The difference between functioning and capability can be best clarified with an example. Consider two persons who are not eating. One is a victim of a famine in Ethiopia and the other decided to sit on a ‘fast’ in front of the US embassy in London to protest against its troops in Afghanistan. What distinguishes the two is the freedom, or availability of option. The first person is badly constrained in freedom and lacks the capability to achieve the functioning to be well-fed; the second person has this capability though he decided not to use it.
Likewise, you are capable of driving a car – ie, you have the ability to drive a car. It becomes a capability if you have the freedom (having the driving license, road connectivity, availability of fuel, as well as the motivation) to use it to do things you value. So, merely having a car or being able to drive it, by itself, does not add value to your life. You also lose this capability if, say, you are a female and the State law doesn’t allow female to drive. Now take the functioning of being educated. In Afghanistan/Pakistan, the Talibans regularly issue decrees (or threats) to prevent girls from going to schools.
Development is Enhancing People’s Freedom
Sen proposes that people lose capabilities when they lack freedom. Having freedom provides the space to develop capabilities. Therefore, all development, according to Sen, is development of human capabilities in the enabling environment of freedom.
Sen proposes that expansion of individual freedom is the goal of development; freedom is also the principal means of development. Therefore, development also means removing the major sources of constraint (lack of freedom) such as all forms of discriminations – racial, religious, gender or community based; unreliable public facilities and poor infrastructure; lack of economic opportunities; social exclusion and political marginalization; and policies limiting human rights; and so on. In many societies where there is ethnic tension, we can also include the fear of violence or terror attacks, as freedom restricting factor.

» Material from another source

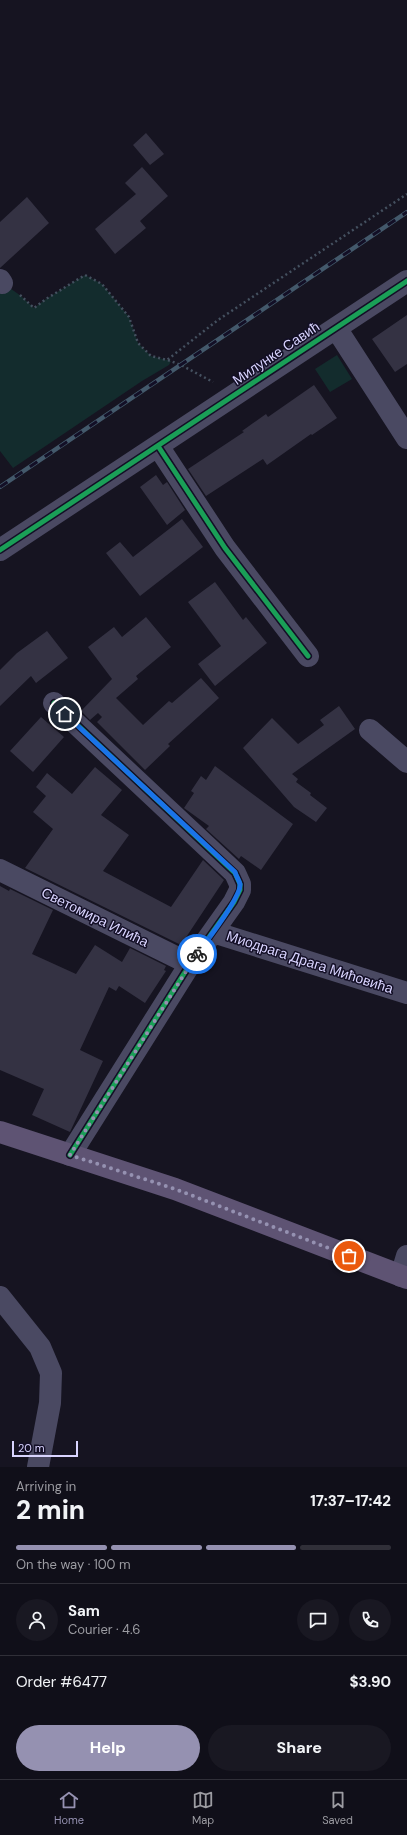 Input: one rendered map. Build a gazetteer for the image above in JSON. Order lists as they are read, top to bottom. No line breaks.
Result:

Freedom provides the necessary space to make choices to make one’s life better the way one wanted. It is particularly relevant for the poor for its enabling and empowering impact.
Capability Approach and Poverty
In the capability perspective, poverty is seen in terms of a shortfall of ‘basic capabilities’ – a kind of ‘basic capability failure’. Such failure involves the inability to achieve certain minimally adequate levels of crucially important functionings, such as being nourished and being sheltered.

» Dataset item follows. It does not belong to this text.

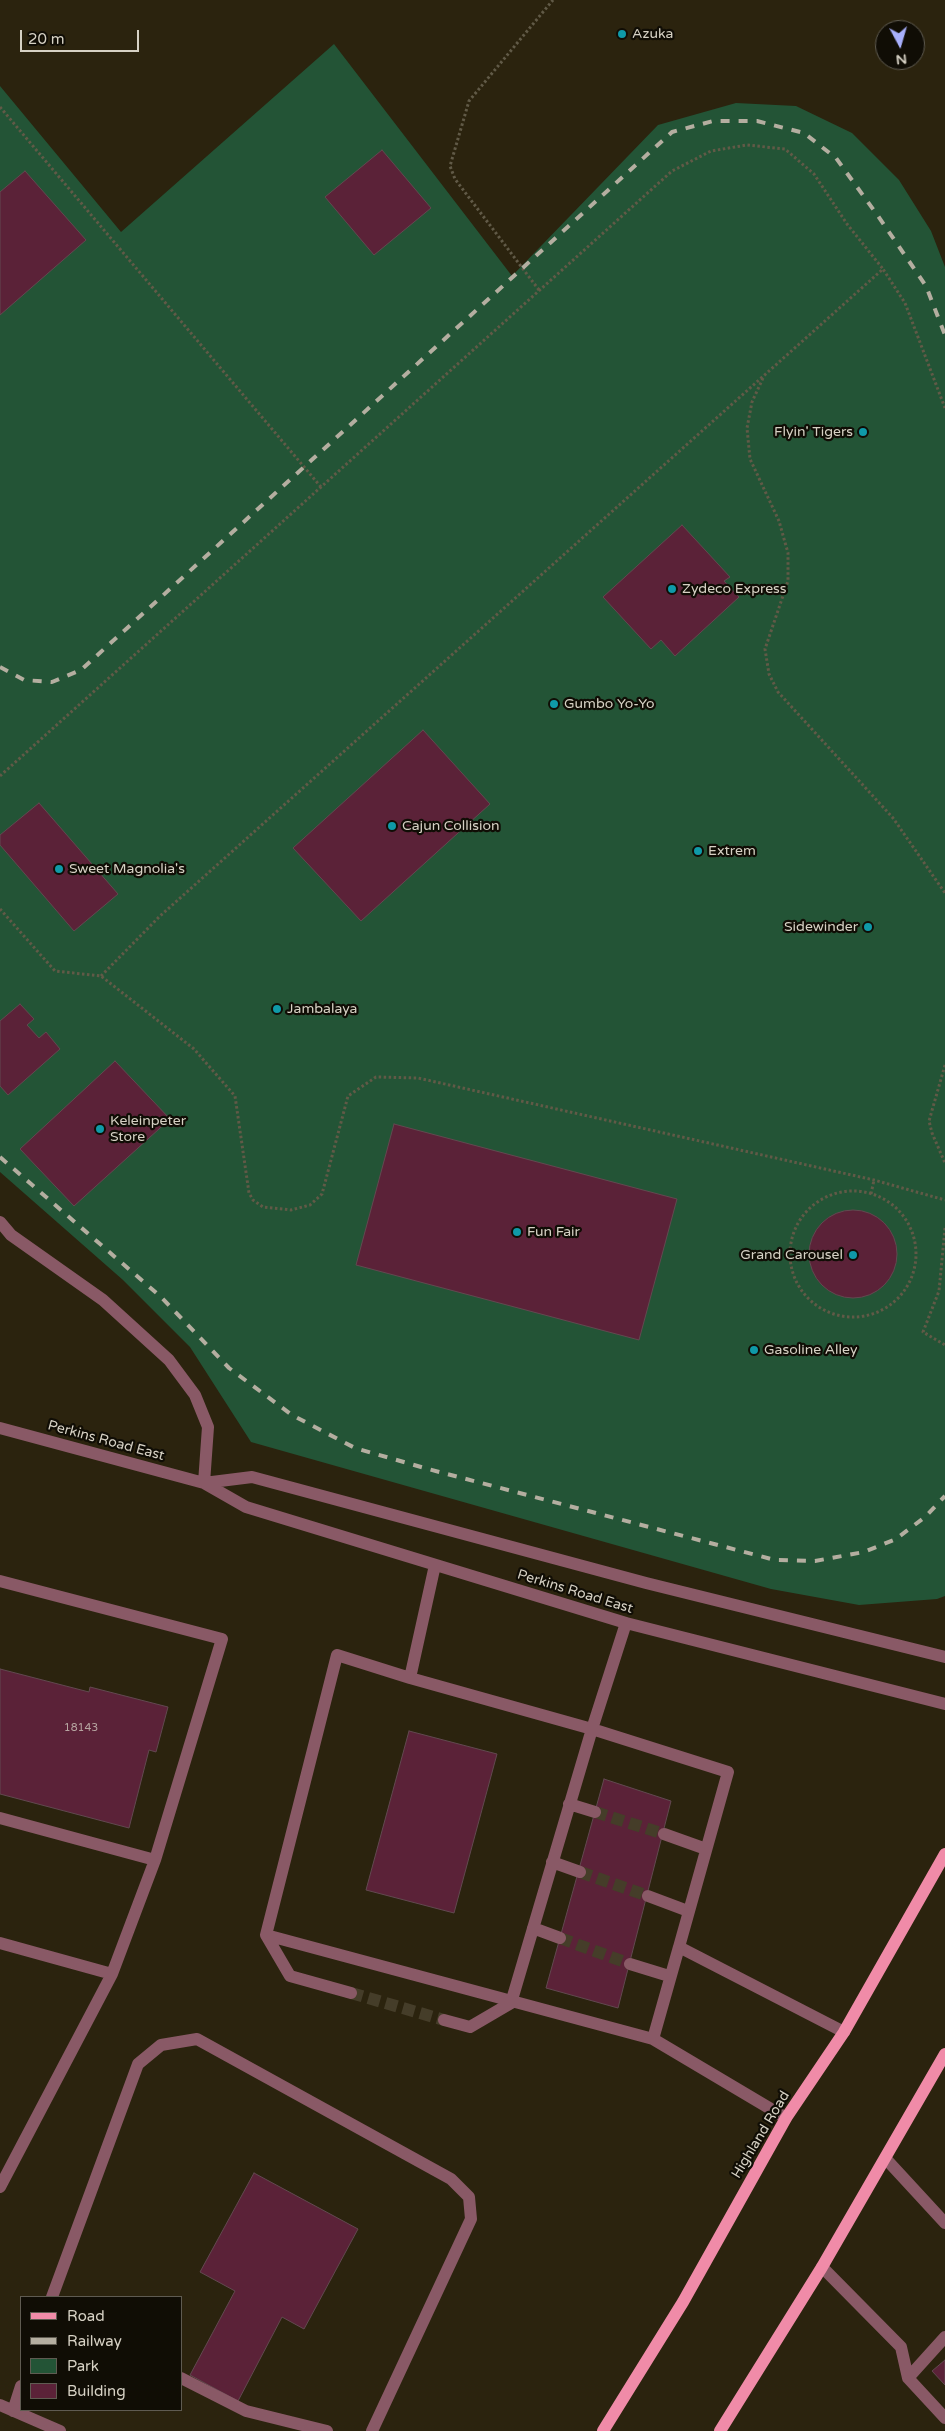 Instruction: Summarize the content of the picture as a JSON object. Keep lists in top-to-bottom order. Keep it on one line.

Poverty experts can point out that this definition of poverty is based on the ancient Aristotelian notion that a poor person is not free to carry out the important activities that he want to. In other words, poverty can be seen as living in a state of restricted freedom. In his book, Development as Freedom, Sen has talked about various types of freedoms necessary to increase people’s capabilities (or reducing poverty) and defined development as increasing these freedoms. The freedom of a person is understood as the ability (or opportunity) to choose what one values.

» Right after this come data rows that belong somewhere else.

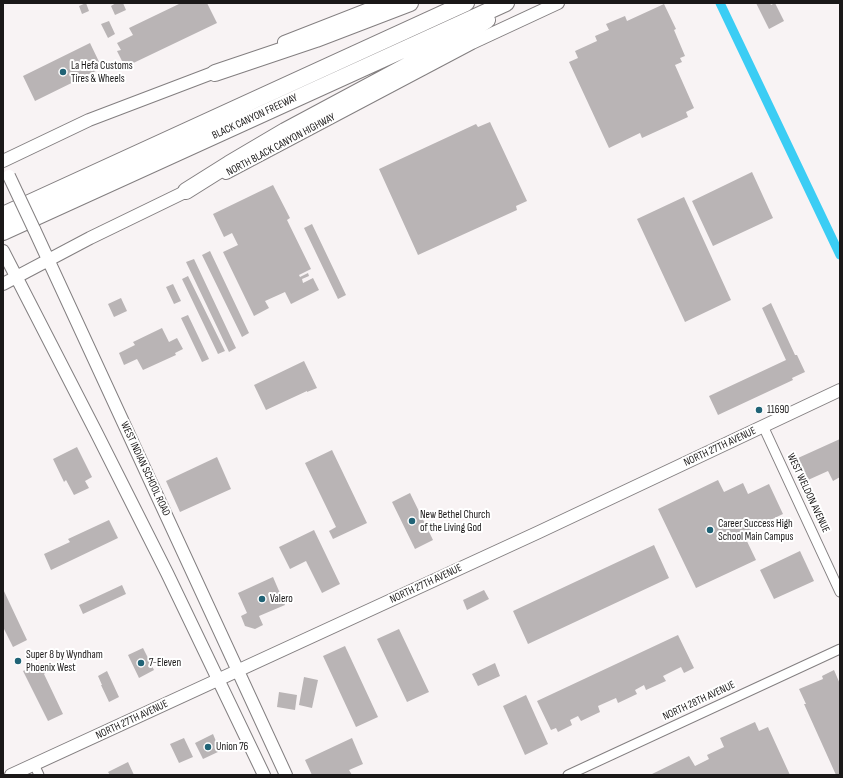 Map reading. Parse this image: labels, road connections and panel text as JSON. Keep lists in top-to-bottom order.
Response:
{
  "streets": {
    "highway": ["BLACK CANYON FREEWAY"],
    "main road": ["NORTH BLACK CANYON HIGHWAY", "NORTH 27TH AVENUE", "WEST INDIAN SCHOOL ROAD"],
    "street": ["WEST WELDON AVENUE", "NORTH 28TH AVENUE"]
  },
  "crossings": [
    ["NORTH BLACK CANYON HIGHWAY", "WEST INDIAN SCHOOL ROAD"],
    ["NORTH 27TH AVENUE", "WEST INDIAN SCHOOL ROAD"],
    ["NORTH 27TH AVENUE", "WEST WELDON AVENUE"]
  ],
  "places": [
    "La Hefa Customs Tires & Wheels",
    "11690",
    "New Bethel Church of the Living God",
    "Career Success High School Main Campus",
    "Valero",
    "Super 8 by Wyndham Phoenix West",
    "7-Eleven",
    "Union 76"
  ]
}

Let’s compare Amartya Sen’s capability approach with resources based approaches. Sen argues that the resource centric approaches don’t distinguish between means and ends. How the available resources are converted to end use depends upon personal factors as well as on the environment in which people live – social and political. For example, a disabled person needs more resources to do a task, say moving, than a normal person. Another example is presence of racial bias in the society or extreme bureaucracy in the system; these things affect different people to different extents. It is non material factor that hardly ever show up in the GDP model of development or poverty.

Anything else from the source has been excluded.